┌─ Given entries

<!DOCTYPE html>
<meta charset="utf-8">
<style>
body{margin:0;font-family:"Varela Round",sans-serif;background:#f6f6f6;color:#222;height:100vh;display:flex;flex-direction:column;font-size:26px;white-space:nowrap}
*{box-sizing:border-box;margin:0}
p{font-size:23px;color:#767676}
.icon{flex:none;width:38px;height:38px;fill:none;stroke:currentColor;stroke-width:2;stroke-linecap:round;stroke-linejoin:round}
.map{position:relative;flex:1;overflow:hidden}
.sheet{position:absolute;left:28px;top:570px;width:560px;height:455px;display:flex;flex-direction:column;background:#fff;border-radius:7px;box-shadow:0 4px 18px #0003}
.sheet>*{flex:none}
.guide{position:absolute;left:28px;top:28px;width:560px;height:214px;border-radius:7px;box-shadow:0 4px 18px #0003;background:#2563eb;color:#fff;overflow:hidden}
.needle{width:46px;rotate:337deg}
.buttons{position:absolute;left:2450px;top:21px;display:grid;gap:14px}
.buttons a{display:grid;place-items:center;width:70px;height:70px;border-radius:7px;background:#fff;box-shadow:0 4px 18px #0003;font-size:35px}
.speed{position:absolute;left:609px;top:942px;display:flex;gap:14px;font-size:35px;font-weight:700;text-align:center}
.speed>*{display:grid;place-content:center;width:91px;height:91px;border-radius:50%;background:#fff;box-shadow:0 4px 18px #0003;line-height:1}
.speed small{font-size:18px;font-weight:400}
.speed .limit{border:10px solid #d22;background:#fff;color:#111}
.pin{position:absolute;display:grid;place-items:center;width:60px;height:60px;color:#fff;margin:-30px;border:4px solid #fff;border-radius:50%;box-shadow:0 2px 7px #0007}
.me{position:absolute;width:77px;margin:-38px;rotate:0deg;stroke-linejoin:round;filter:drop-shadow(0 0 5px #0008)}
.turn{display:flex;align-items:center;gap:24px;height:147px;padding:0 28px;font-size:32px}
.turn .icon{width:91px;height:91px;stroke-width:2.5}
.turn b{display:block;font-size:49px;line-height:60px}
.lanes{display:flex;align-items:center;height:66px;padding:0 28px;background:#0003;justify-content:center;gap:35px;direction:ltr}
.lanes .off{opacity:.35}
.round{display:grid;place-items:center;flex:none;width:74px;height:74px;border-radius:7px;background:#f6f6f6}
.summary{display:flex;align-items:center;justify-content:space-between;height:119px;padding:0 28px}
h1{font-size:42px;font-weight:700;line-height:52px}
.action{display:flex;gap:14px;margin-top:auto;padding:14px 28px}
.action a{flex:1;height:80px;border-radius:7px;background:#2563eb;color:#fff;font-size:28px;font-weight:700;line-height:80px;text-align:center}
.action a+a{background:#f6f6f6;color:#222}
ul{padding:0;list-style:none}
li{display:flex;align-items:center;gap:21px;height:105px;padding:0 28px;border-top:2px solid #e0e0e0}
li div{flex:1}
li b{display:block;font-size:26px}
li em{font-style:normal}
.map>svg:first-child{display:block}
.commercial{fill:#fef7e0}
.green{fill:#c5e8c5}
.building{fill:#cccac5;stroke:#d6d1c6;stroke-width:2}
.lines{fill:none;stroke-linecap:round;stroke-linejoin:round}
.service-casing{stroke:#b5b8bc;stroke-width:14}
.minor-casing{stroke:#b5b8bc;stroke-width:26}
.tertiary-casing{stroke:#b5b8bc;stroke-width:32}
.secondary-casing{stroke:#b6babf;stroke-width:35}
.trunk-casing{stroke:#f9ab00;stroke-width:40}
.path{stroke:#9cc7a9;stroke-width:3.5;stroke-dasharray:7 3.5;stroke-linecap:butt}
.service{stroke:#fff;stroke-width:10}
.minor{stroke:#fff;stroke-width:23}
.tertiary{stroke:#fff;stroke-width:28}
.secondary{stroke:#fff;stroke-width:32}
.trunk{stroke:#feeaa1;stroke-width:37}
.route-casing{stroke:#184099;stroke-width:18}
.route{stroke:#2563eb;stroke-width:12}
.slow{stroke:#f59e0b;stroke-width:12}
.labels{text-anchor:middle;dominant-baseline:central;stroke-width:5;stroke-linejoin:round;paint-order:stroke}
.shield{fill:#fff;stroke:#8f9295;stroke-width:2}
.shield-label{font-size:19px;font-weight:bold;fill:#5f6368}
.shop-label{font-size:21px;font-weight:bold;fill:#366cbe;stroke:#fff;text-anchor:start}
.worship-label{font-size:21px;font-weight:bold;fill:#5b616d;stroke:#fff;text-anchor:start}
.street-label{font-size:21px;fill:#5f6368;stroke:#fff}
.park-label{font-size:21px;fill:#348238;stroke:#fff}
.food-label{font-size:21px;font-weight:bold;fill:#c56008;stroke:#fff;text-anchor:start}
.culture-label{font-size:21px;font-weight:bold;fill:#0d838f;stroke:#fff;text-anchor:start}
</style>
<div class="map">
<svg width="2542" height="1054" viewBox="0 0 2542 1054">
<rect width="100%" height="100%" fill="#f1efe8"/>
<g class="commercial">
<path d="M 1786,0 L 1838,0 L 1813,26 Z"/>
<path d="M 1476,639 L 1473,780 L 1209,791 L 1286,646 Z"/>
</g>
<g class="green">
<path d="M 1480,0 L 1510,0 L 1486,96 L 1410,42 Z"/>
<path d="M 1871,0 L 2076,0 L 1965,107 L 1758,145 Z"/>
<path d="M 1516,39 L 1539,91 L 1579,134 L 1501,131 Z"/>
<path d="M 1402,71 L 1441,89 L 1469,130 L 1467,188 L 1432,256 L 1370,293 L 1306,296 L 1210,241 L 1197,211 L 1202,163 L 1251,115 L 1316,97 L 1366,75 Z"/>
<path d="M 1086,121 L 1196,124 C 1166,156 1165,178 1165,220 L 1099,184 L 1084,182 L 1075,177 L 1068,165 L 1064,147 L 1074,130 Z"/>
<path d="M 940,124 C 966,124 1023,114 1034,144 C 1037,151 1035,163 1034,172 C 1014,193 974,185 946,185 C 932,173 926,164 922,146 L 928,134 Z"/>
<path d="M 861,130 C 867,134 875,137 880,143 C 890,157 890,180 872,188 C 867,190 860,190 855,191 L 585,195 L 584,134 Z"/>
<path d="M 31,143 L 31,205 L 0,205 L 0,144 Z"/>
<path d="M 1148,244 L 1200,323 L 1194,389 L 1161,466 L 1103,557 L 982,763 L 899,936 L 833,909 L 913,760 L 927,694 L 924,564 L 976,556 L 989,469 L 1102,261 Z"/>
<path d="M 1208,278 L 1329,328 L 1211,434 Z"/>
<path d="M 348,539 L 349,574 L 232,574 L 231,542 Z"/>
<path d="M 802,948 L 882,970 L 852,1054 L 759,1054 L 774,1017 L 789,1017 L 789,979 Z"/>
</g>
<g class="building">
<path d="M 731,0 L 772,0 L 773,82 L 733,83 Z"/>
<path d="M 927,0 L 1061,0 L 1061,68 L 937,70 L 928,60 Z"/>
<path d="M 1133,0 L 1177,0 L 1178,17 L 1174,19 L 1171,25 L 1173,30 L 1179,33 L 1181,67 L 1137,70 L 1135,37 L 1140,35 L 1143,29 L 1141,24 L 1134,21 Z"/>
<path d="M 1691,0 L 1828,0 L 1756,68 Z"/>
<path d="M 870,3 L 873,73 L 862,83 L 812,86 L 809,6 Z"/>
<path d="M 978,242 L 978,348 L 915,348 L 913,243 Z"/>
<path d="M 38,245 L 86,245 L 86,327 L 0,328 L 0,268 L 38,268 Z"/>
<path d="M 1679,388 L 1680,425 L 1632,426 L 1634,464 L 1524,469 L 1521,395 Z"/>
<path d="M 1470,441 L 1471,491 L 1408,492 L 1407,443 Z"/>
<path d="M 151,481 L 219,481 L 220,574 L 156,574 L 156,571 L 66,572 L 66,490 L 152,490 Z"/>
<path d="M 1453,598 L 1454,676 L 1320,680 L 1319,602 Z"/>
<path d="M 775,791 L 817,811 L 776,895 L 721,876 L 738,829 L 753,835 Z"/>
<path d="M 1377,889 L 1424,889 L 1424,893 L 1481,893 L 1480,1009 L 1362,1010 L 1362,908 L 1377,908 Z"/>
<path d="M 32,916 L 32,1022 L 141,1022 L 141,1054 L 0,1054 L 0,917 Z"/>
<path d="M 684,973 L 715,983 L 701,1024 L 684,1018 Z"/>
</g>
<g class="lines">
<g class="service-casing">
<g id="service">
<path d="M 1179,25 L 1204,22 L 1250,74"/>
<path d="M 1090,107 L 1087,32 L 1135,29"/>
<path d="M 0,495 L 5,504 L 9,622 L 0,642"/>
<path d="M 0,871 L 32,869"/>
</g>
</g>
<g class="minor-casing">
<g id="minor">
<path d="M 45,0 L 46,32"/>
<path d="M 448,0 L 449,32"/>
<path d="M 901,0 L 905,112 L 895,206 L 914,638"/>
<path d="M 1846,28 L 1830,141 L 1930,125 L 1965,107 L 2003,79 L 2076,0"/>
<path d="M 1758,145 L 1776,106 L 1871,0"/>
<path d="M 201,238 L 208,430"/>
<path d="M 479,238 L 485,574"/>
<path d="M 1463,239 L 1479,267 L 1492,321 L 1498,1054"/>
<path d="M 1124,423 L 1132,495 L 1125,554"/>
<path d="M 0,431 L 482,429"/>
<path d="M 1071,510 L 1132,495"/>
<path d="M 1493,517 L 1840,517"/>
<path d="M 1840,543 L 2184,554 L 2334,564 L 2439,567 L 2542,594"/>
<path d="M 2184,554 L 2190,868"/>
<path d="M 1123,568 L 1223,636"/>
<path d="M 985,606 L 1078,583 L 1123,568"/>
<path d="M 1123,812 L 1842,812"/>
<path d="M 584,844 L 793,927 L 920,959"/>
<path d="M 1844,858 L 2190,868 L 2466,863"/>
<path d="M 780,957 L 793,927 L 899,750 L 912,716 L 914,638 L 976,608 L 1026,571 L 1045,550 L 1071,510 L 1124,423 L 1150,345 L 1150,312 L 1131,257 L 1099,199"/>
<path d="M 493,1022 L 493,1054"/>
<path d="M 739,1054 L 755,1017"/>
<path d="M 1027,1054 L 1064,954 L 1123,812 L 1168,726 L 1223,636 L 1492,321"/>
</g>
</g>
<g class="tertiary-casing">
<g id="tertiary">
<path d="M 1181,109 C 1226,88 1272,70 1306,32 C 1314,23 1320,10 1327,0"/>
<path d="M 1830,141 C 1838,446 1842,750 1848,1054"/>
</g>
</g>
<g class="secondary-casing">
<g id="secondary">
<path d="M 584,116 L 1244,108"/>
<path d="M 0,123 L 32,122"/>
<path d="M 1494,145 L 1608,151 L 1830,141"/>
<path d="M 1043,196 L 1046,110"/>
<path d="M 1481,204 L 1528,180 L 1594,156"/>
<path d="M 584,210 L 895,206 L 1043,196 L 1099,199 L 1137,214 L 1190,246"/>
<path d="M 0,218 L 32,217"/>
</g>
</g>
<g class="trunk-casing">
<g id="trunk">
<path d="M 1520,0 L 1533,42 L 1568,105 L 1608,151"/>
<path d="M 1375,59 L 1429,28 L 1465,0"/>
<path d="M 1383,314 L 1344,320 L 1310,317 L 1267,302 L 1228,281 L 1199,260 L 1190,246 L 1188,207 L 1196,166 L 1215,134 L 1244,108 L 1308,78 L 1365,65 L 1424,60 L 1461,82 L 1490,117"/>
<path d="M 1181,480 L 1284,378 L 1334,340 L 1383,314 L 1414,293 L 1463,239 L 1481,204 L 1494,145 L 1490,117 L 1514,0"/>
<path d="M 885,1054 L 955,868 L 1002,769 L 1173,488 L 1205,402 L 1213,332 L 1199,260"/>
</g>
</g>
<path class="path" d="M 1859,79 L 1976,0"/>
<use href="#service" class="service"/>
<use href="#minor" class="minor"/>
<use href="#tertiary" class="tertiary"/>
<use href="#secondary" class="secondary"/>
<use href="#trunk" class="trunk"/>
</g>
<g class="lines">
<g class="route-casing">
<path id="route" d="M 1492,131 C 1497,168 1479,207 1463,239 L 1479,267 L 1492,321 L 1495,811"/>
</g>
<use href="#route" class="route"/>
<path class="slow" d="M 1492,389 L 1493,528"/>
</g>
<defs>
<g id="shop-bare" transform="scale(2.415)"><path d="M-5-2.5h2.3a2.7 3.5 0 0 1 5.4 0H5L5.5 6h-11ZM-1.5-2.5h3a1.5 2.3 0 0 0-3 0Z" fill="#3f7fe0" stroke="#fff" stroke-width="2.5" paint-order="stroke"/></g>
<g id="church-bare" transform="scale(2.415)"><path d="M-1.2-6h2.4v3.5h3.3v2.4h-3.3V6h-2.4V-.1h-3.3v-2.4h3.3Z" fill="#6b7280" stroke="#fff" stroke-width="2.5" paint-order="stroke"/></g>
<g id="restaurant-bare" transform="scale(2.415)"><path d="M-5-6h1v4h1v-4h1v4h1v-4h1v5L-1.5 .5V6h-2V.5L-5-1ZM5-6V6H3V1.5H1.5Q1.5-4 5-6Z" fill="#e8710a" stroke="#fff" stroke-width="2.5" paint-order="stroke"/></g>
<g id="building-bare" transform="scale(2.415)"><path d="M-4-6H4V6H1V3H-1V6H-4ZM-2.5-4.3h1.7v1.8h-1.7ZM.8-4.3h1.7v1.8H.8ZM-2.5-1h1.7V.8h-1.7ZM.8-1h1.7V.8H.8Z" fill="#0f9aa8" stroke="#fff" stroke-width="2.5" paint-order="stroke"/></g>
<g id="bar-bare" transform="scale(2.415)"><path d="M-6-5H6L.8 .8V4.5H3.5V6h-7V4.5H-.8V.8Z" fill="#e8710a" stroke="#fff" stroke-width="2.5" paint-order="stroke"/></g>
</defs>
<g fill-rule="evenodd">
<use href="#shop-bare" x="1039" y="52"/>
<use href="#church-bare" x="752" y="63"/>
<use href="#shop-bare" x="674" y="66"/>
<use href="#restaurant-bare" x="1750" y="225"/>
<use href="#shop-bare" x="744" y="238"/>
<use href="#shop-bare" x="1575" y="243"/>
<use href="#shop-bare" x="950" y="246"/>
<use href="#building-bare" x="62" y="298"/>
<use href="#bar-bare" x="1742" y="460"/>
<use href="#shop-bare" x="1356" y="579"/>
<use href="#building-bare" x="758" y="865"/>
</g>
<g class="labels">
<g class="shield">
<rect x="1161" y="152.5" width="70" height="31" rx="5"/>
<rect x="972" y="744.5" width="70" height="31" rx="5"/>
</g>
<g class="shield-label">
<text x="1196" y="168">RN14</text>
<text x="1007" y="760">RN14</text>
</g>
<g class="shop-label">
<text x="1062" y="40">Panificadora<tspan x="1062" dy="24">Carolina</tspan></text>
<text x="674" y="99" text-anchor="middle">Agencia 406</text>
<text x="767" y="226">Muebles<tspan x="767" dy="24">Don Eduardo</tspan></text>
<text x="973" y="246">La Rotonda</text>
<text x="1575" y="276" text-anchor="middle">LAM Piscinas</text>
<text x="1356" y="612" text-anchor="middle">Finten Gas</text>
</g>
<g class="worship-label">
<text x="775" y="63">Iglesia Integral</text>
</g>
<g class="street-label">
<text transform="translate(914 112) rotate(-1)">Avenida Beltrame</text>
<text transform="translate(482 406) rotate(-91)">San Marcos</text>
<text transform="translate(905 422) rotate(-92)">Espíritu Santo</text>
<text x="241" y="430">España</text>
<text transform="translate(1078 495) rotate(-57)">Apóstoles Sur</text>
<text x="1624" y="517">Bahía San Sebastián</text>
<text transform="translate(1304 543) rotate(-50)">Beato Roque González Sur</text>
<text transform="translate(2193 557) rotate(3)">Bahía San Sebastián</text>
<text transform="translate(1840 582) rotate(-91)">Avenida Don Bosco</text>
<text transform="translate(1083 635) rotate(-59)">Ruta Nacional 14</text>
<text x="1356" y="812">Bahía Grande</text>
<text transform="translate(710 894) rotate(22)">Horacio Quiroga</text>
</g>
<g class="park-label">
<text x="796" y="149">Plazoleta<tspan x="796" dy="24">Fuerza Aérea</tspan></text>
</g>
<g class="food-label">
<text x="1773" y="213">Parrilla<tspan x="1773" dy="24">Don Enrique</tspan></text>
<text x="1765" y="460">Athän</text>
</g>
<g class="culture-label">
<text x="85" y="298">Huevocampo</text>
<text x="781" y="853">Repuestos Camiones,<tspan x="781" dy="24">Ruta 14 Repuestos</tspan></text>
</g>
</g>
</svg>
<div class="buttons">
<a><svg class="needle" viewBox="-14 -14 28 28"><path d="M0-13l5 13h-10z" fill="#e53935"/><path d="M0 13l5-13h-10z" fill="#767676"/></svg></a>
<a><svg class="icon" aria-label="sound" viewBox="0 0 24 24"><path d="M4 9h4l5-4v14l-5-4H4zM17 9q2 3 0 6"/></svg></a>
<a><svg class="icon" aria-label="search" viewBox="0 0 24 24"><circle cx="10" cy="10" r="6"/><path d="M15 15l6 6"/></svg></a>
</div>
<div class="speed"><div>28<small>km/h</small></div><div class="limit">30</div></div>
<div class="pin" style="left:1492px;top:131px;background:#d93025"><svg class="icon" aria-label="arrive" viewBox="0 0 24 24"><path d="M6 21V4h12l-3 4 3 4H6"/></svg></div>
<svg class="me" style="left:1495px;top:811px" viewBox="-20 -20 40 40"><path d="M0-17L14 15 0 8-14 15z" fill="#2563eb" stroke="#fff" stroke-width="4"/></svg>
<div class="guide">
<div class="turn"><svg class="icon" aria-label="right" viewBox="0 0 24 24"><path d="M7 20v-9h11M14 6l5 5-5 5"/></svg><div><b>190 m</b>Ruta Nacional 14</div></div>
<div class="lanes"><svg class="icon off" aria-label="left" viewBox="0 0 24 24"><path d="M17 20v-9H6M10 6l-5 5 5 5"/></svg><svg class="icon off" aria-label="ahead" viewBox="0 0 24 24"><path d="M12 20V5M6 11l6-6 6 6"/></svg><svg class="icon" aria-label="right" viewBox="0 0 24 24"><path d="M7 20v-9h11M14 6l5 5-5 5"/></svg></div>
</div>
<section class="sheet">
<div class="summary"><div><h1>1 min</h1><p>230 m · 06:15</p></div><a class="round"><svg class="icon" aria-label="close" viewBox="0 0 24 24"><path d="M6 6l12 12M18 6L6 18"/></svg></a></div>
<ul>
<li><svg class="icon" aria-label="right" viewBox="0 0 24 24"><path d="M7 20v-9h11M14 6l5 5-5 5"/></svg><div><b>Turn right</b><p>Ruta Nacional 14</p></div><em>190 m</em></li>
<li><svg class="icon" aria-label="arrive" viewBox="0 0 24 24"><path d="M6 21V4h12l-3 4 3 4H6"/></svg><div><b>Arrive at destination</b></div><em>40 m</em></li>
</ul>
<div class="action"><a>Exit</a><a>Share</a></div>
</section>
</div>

└─

▶ Work to complete
Please count the lines above that hold the string "solid" and reply with the number alone.

▶ Task answer
3